--- TASK DATA ---

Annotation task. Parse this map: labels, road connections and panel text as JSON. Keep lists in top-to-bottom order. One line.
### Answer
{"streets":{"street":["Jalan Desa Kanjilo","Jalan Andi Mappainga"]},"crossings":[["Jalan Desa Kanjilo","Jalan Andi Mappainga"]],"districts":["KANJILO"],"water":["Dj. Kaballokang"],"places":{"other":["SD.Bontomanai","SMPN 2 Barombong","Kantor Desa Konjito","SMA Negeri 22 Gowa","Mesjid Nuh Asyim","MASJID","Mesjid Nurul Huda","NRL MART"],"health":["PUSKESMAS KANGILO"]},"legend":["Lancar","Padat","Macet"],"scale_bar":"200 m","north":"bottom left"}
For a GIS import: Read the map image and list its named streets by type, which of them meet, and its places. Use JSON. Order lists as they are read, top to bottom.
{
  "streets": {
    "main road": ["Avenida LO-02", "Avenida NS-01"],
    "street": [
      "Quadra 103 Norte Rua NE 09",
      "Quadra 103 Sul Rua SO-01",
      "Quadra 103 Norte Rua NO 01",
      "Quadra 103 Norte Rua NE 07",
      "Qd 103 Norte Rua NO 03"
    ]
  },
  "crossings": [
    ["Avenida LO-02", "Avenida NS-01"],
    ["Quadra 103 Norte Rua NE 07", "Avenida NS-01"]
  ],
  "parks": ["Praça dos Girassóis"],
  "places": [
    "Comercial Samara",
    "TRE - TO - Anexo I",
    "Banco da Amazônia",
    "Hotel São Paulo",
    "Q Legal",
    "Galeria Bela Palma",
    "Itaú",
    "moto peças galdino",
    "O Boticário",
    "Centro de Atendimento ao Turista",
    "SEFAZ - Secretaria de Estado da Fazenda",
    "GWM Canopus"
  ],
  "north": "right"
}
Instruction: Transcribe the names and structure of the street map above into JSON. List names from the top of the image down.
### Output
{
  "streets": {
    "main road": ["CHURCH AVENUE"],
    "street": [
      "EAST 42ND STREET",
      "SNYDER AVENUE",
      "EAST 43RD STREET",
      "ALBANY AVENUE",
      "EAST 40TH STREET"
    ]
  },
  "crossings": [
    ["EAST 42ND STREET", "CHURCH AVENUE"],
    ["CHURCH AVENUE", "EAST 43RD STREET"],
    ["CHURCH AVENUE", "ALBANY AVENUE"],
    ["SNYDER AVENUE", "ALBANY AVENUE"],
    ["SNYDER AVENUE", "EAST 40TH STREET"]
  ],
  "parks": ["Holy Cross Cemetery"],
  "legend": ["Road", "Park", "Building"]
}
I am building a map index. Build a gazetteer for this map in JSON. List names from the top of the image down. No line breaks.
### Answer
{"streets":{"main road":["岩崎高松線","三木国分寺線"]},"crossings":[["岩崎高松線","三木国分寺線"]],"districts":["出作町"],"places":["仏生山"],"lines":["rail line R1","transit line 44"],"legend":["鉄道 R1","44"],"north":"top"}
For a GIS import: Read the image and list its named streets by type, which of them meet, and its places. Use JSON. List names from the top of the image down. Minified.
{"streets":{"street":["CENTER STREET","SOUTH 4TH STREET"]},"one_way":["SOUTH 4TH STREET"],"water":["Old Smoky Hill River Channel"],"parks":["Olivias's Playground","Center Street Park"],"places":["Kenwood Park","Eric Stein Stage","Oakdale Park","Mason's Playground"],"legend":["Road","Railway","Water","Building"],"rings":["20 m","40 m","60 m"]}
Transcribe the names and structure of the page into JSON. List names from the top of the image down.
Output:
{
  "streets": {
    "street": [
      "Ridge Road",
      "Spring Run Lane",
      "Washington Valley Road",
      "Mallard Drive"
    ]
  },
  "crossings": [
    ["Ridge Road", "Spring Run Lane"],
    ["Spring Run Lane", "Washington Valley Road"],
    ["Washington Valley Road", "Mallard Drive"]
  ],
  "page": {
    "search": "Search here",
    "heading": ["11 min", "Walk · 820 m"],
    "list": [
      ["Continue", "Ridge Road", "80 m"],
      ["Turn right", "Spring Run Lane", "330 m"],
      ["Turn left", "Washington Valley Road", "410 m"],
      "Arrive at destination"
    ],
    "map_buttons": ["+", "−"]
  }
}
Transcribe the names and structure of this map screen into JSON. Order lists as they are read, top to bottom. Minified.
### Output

--- PROBLEM DETAILS ---
Pull out every line of the entries that includes the word "structure".

--- ANSWER SPACE ---
Instruction: Transcribe the names and structure of the street map above into JSON. List names from the top of the image down.
Transcribe the names and structure of the page into JSON. List names from the top of the image down.
Transcribe the names and structure of this map screen into JSON. Order lists as they are read, top to bottom. Minified.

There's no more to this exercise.